Get cleaned data into dataframe

Numerical transformations

- Scaling (standardization, normalization)
- Log transforms (reduce skewness)
- Binning
- Polynomial features

Categorical transformations

- One-hot encoding
- Dummy encoding
- Label encoding
- Target/frequency encoding

Other steps

- Train-test split
- Handling imbalance
- Feature selection
- Feature engineering

Goal:
➡️ Convert cleaned data into a form where models can learn patterns effectively.

In [12]:
import pandas as pd
df_preprocessed = pd.read_csv('../data/2_cleaned/cleaned_data.csv')

In [13]:

numeric_features = df_preprocessed.select_dtypes(include=['int64', 'float64']).columns.tolist()
categorical_features = df_preprocessed.select_dtypes(include=['object']).columns.tolist()

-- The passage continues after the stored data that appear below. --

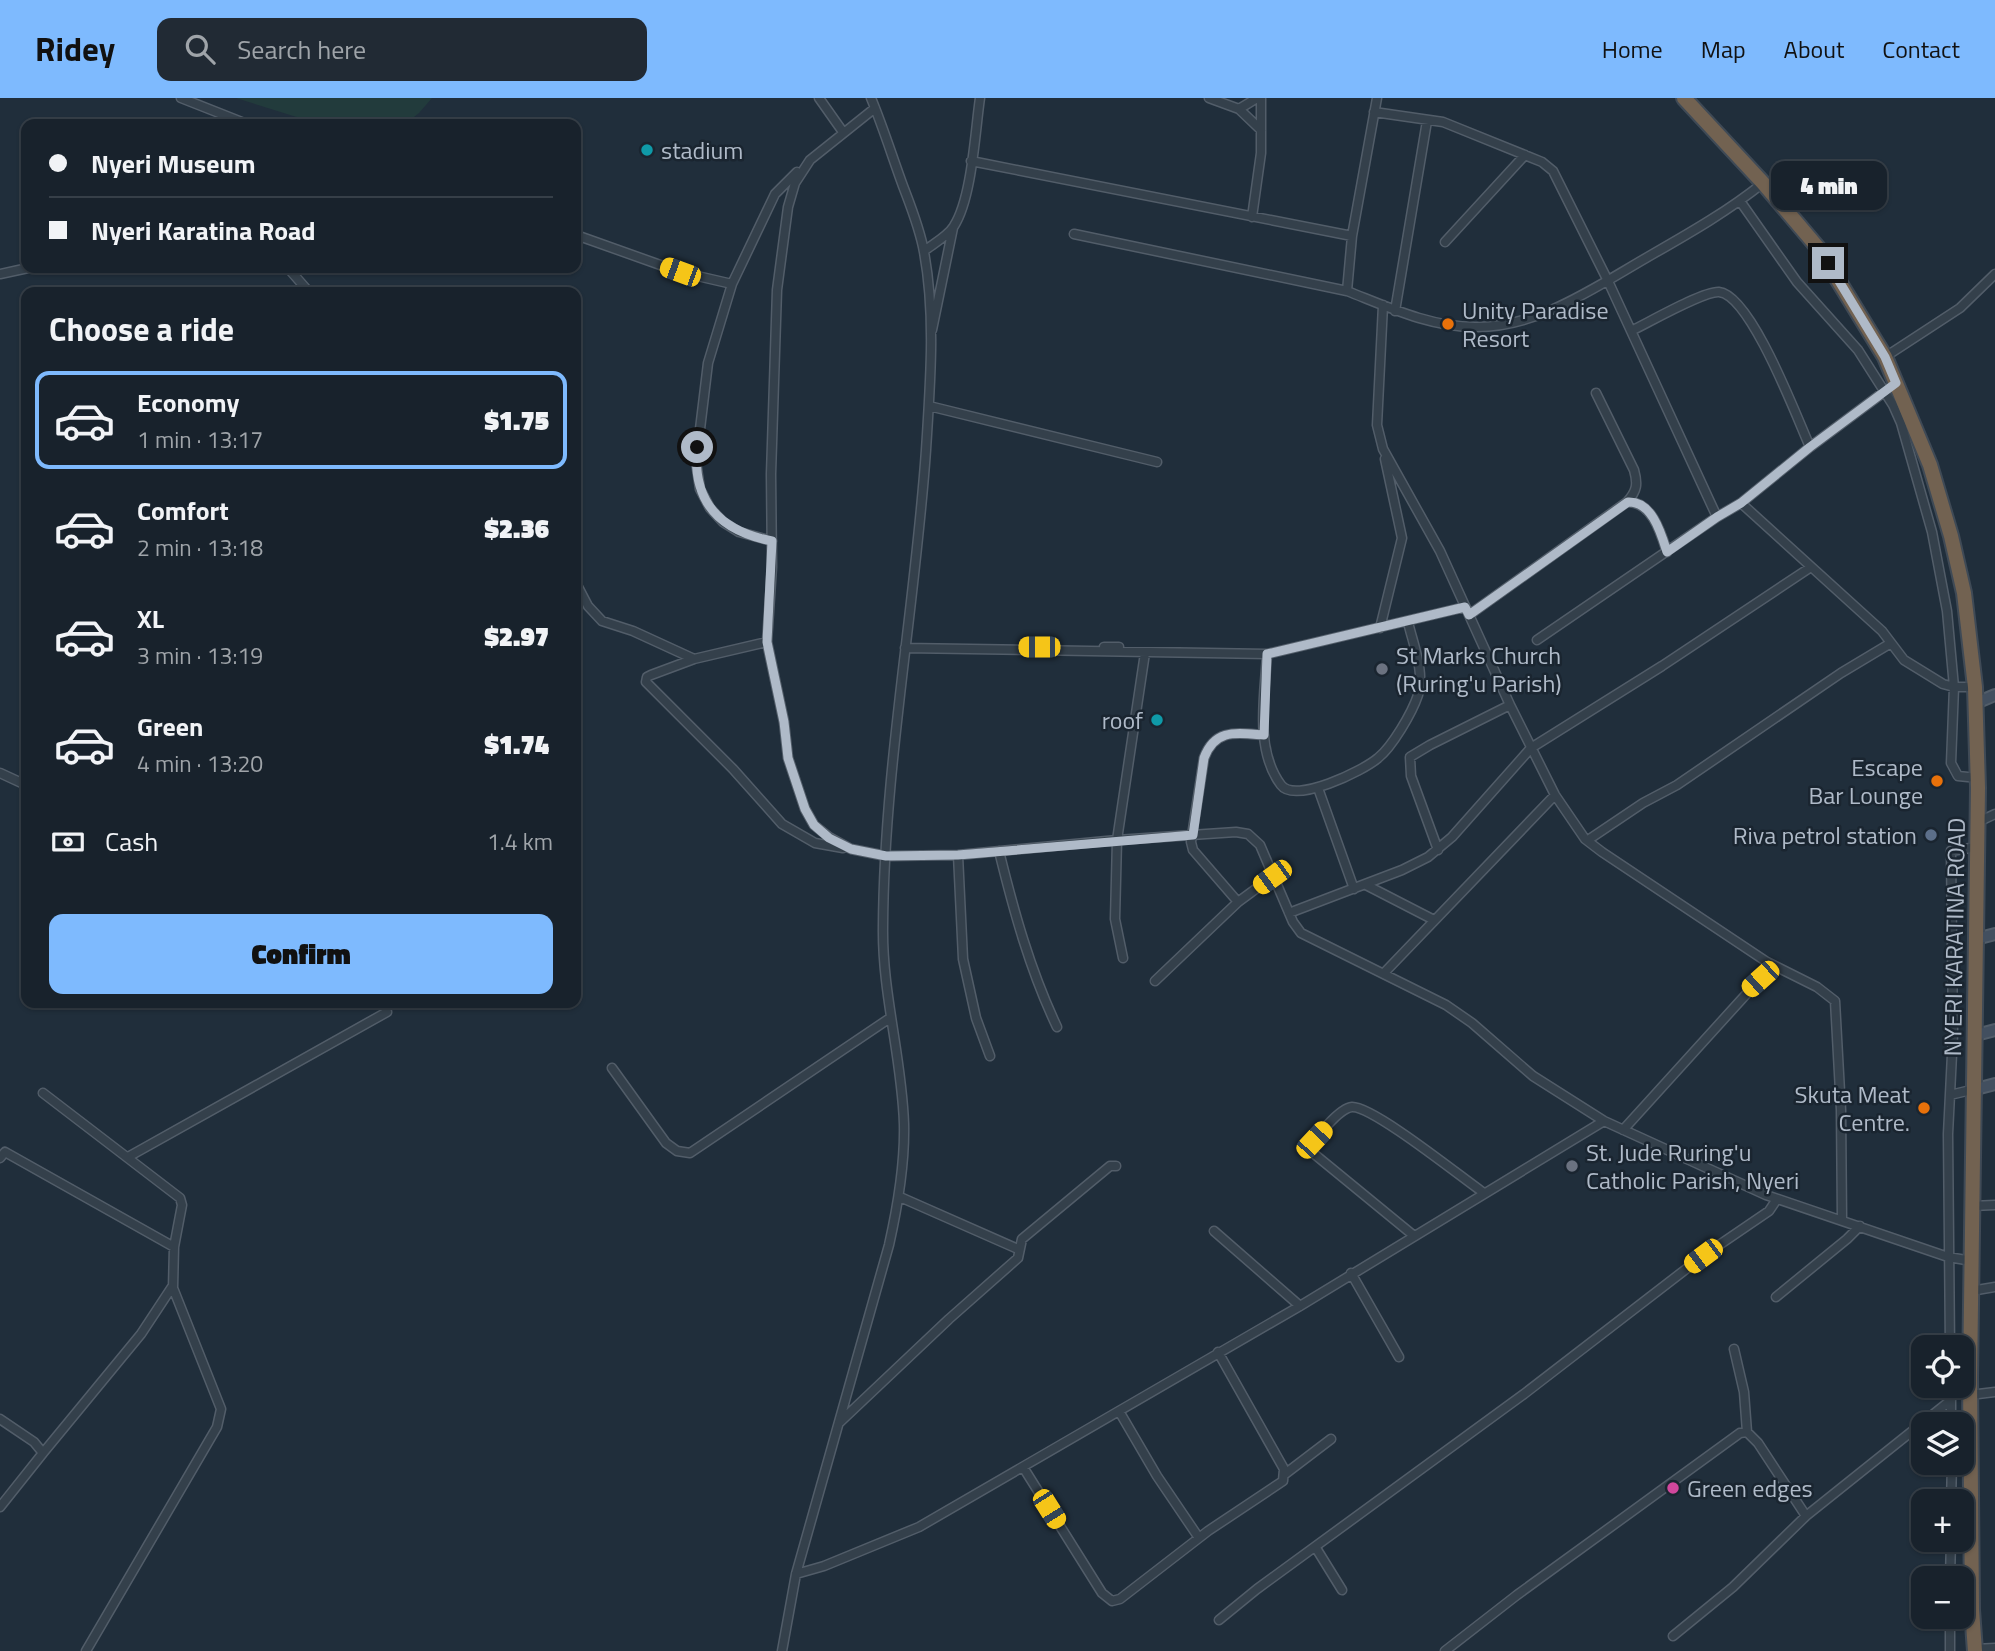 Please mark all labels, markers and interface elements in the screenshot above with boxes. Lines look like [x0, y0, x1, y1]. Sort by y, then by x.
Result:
search box [157, 18, 647, 81]
text: Ridey [35, 24, 115, 74]
icon: search [181, 30, 219, 68]
text: Search here [237, 30, 366, 69]
text: Home [1602, 31, 1663, 67]
text: Map [1701, 31, 1746, 67]
text: About [1784, 31, 1844, 67]
text: Contact [1882, 31, 1960, 67]
place label: stadium [661, 132, 743, 168]
marker: stadium [639, 142, 655, 158]
text: Nyeri Museum [91, 144, 256, 183]
callout: 4 min [1770, 162, 1886, 211]
text: 4 min [1800, 168, 1858, 203]
text: Nyeri Karatina Road [91, 211, 316, 250]
route end [1812, 247, 1844, 279]
car [657, 255, 704, 289]
place label: Unity Paradise Resort [1462, 292, 1609, 356]
text: Choose a ride [49, 305, 234, 353]
marker: Unity Paradise Resort [1440, 316, 1456, 332]
text: Economy [137, 383, 239, 422]
icon: car [53, 389, 116, 452]
text: $1.75 [484, 401, 549, 440]
text: 1 min · 13:17 [137, 422, 263, 457]
route start [681, 431, 713, 463]
text: Comfort [137, 491, 229, 530]
icon: car [53, 497, 116, 560]
text: $2.36 [484, 509, 549, 548]
text: 2 min · 13:18 [137, 530, 263, 565]
text: XL [137, 599, 164, 638]
icon: car [53, 605, 116, 668]
text: $2.97 [484, 617, 549, 656]
car [1019, 637, 1061, 658]
place label: St Marks Church (Ruring'u Parish) [1396, 637, 1562, 701]
text: 3 min · 13:19 [137, 638, 263, 673]
marker: St Marks Church (Ruring'u Parish) [1374, 661, 1390, 677]
place label: roof [1102, 702, 1143, 738]
text: Green [137, 707, 203, 746]
marker: roof [1149, 712, 1165, 728]
icon: car [53, 713, 116, 776]
text: $1.74 [484, 725, 549, 764]
text: 4 min · 13:20 [137, 746, 263, 781]
place label: Escape Bar Lounge [1808, 749, 1923, 813]
marker: Escape Bar Lounge [1929, 773, 1945, 789]
place label: Riva petrol station [1733, 817, 1917, 853]
street label: NYERI KARATINA ROAD [1934, 817, 1974, 1057]
text: Cash [105, 822, 158, 861]
icon: cash [49, 823, 87, 861]
text: 1.4 km [487, 824, 553, 859]
marker: Riva petrol station [1923, 827, 1939, 843]
car [1249, 856, 1296, 898]
button: Confirm [49, 914, 553, 994]
car [1738, 957, 1783, 1001]
place label: Skuta Meat Centre. [1794, 1076, 1911, 1140]
marker: Skuta Meat Centre. [1916, 1100, 1932, 1116]
car [1292, 1117, 1337, 1163]
place label: St. Jude Ruring'u Catholic Parish, Nyeri [1586, 1134, 1799, 1198]
marker: St. Jude Ruring'u Catholic Parish, Nyeri [1564, 1158, 1580, 1174]
car [1680, 1235, 1727, 1277]
map controls [1911, 1335, 1974, 1629]
button: locate [1911, 1335, 1974, 1398]
button: layers [1911, 1412, 1974, 1475]
place label: Green edges [1687, 1470, 1813, 1506]
marker: Green edges [1665, 1480, 1681, 1496]
car [1029, 1486, 1070, 1532]
button: + [1911, 1489, 1974, 1552]
button: − [1911, 1566, 1974, 1629]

print("Numeric features:", numeric_features)
print("Categorical features:", categorical_features)

Numeric features: ['postal_code', 'price', 'number_of_rooms', 'living_area', 'equipped_kitchen', 'furnished', 'open_fire', 'terrace', 'garden', 'number_of_facades', 'swimming_pool', 'garden_surface', 'terrace_surface']
Categorical features: ['property_id', 'locality_name', 'type_of_property', 'subtype_of_property', 'state_of_building']


Numeric transformations
- Scaling (standardization, normalization)
- Log transforms (reduce skewness)
- Binning
- Polynomial features

Scaling pipelines:

StandardScaler and MinMaxScaler are two common preprocessing techniques in machine learning:

StandardScaler → transforms features to mean = 0 and standard deviation = 1

MinMaxScaler → scales features to a fixed range (default 0–1)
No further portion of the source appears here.